Sí desearía que pueda ser imitada por quienes, superando el medio siglo de vida y están viviendo desordenadamente, entiendan que existe otra forma de afrontar el último tramo de sus vidas. Que todos recapaciten que somos irrepetibles y tenemos fecha de vencimiento. Poco esfuerzo genera un bienestar inmenso. Con 9 horas semanales puede ser suficiente.

La salud no puede comprarse ni tiene precio. Y la salud se construye con un poco de empeño todos los días. Es cierto que los genes de la longevidad son importantes. Pero si uno les ayuda mucho mejor. Mejorar nuestra calidad de vida, además de todos los beneficios que nos acredita, se extiende a la familia y a la sociedad.
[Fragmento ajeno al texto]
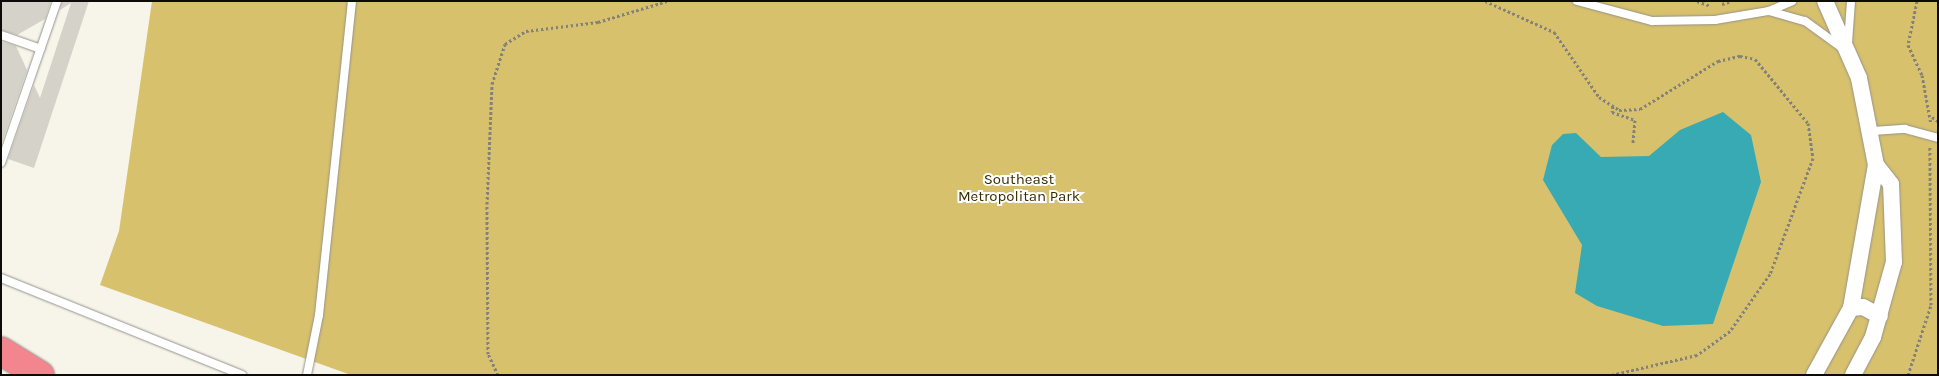 <!DOCTYPE html>
<html>
<head>
<meta charset="utf-8">
<style>
  body { margin:0 }
  #map { position:relative; width:1939px; height:376px; overflow:hidden; background:#f7f4ea; font-family:Karla,sans-serif }
  div>[style] { position:absolute }
  [style*='--x'] { left:calc(var(--x)*1px); top:calc(var(--y)*1px); width:calc(var(--w)*1px); rotate:calc(var(--a)*1deg) }
  .green>* { inset:0; background:#d8c16c }
  .water>* { inset:0; background:#37aab4 }
  .building>* { inset:0; background:#d5d3c9 }
  .path>* { height:3px; margin-top:-1.5px; transform-origin:0; background:repeating-linear-gradient(90deg,#83817a 0 2.5px,transparent 0 5px) }
  .roads { filter:drop-shadow(0 0 1px #959389) drop-shadow(0 0 1px #959389) }
  .lane>* { height:8px; margin:-4px; padding:0 4px; transform-origin:4px; border-radius:4px; background:#fff }
  .street>* { height:16px; margin:-8px; padding:0 8px; transform-origin:8px; border-radius:8px; background:#fff }
  .highway>* { height:28px; margin:-14px; padding:0 14px; transform-origin:14px; border-radius:14px; background:#f2858e }
  span { translate:-50% -50%; white-space:nowrap; text-align:center; line-height:1.15; -webkit-text-stroke:4px #fff; paint-order:stroke }
  .park-label { font-size:15px; color:#382d00 }
  .frame { position:absolute; inset:0; border:2px solid #0c0b08; pointer-events:none }
</style>
</head>
<body>
<div id="map">
  <div class="green">
    <div style="clip-path:polygon(152px 1px,1938px 1px,1938px 375px,351px 375px,100px 285px,119px 231px)"></div>
  </div>
  <div class="water">
    <div style="clip-path:polygon(1723px 112px,1751px 135px,1761px 182px,1713px 324px,1663px 326px,1597px 306px,1575px 293px,1582px 245px,1543px 180px,1552px 145px,1563px 134px,1576px 133px,1601px 157px,1649px 156px,1680px 130px)"></div>
  </div>
  <div class="building">
    <div style="clip-path:polygon(1px 1px,51px 1px,45px 19px,17px 35px,1px 30px)"></div>
    <div style="clip-path:polygon(62px 1px,89px 1px,34px 168px,8px 159px,34px 85px,40px 98px,71px 3px,60px 10px)"></div>
    <div style="clip-path:polygon(1px 41px,16px 46px,27px 70px,1px 145px)"></div>
  </div>
  <div class="path">
    <div style="--x:1485;--y:1;--w:76;--a:24.2"></div>
    <div style="--x:1554;--y:32;--w:79;--a:55.3"></div>
    <div style="--x:1599;--y:97;--w:24;--a:33"></div>
    <div style="--x:1619;--y:110;--w:21;--a:-3"></div>
    <div style="--x:1640;--y:109;--w:92;--a:-31.6"></div>
    <div style="--x:1718;--y:61;--w:23;--a:-13"></div>
    <div style="--x:1740;--y:56;--w:15;--a:11"></div>
    <div style="--x:1755;--y:59;--w:83;--a:50.4"></div>
    <div style="--x:1808;--y:123;--w:35;--a:82"></div>
    <div style="--x:1813;--y:158;--w:124;--a:110.3"></div>
    <div style="--x:1770;--y:274;--w:70;--a:125.1"></div>
    <div style="--x:1730;--y:331;--w:41;--a:144"></div>
    <div style="--x:1697;--y:355;--w:88;--a:166.9"></div>
    <div style="--x:1697;--y:1;--w:15;--a:20"></div>
    <div style="--x:1917;--y:1;--w:45;--a:101.6"></div>
    <div style="--x:1908;--y:45;--w:33;--a:65"></div>
    <div style="--x:1922;--y:75;--w:50;--a:79.6"></div>
    <div style="--x:1722;--y:4;--w:9;--a:-18"></div>
    <div style="--x:1613;--y:106;--w:6;--a:99"></div>
    <div style="--x:1612;--y:112;--w:24;--a:19"></div>
    <div style="--x:1635;--y:120;--w:23;--a:95"></div>
    <div style="--x:1932;--y:117;--w:7;--a:34"></div>
    <div style="--x:498;--y:375;--w:23;--a:-115"></div>
    <div style="--x:488;--y:354;--w:150;--a:-90.4"></div>
    <div style="--x:487;--y:204;--w:120;--a:-87.6"></div>
    <div style="--x:492;--y:84;--w:42;--a:-72"></div>
    <div style="--x:505;--y:44;--w:25;--a:-32"></div>
    <div style="--x:526;--y:31;--w:73;--a:-7.1"></div>
    <div style="--x:598;--y:22;--w:72;--a:-16.9"></div>
    <div style="--x:1908;--y:375;--w:74;--a:-71.8"></div>
    <div style="--x:1931;--y:305;--w:158;--a:-90.4"></div>
  </div>
  <div class="roads">
    <div class="lane">
      <div style="--x:1577;--y:1;--w:78;--a:14.9"></div>
      <div style="--x:1652;--y:21;--w:63;--a:-0.9"></div>
      <div style="--x:1715;--y:20;--w:55;--a:-9.5"></div>
      <div style="--x:1769;--y:11;--w:25;--a:-23"></div>
      <div style="--x:1769;--y:11;--w:37;--a:16"></div>
      <div style="--x:1805;--y:21;--w:46;--a:36.1"></div>
      <div style="--x:1;--y:35;--w:42;--a:19.3"></div>
      <div style="--x:1848;--y:43;--w:42;--a:-85.9"></div>
      <div style="--x:1873;--y:131;--w:32;--a:-4"></div>
      <div style="--x:1905;--y:129;--w:34;--a:15"></div>
      <div style="--x:1;--y:163;--w:171;--a:-70.9"></div>
      <div style="--x:1;--y:278;--w:260;--a:21.9"></div>
      <div style="--x:307;--y:375;--w:61;--a:-78.7"></div>
      <div style="--x:319;--y:315;--w:316;--a:-84"></div>
    </div>
    <div class="street">
      <div style="--x:1851;--y:308;--w:12;--a:-5"></div>
      <div style="--x:1863;--y:307;--w:19;--a:28"></div>
      <div style="--x:1814;--y:375;--w:77;--a:-61.1"></div>
      <div style="--x:1851;--y:308;--w:145;--a:-80.1"></div>
      <div style="--x:1876;--y:165;--w:89;--a:-101.1"></div>
      <div style="--x:1859;--y:78;--w:84;--a:-113.8"></div>
      <div style="--x:1853;--y:375;--w:43;--a:-62.2"></div>
      <div style="--x:1873;--y:337;--w:78;--a:-74.4"></div>
      <div style="--x:1894;--y:262;--w:78;--a:-92.2"></div>
      <div style="--x:1891;--y:184;--w:24;--a:-128"></div>
    </div>
    <div class="highway">
      <div style="--x:1;--y:351;--w:46;--a:31.6"></div>
    </div>
  </div>
  <div class="park-label">
    <span style="left:1019px;top:188px">Southeast<br>Metropolitan Park</span>
  </div>
  <div class="frame"></div>
</div>
</body>
</html>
Hay miles de personas de edad mayor corriendo por el mundo. Ironmans y deportistas de más de 70 años hay más de uno. Verlos conmueve y son una luz en el camino: siempre podemos proponernos una meta superior y lograrla. Gladys Burrill hace pocos meses, con 92 años, completó en 9 horas 53 minutos la maratón de Honolulu. Esto es más que admirable.

Nunca es tarde y el esfuerzo vale la pena. El resultado fantástico: tener un organismo sano y llevarnos mejor con todos y con nosotros mismos.

Después de esto seguro que a muchos os entran ganas de salir a la calle y poneros en forma porque todo es posible con un poco de motivación y fuerza de voluntad. Muchas gracias a Juancamina por compartir su historia con nosotros.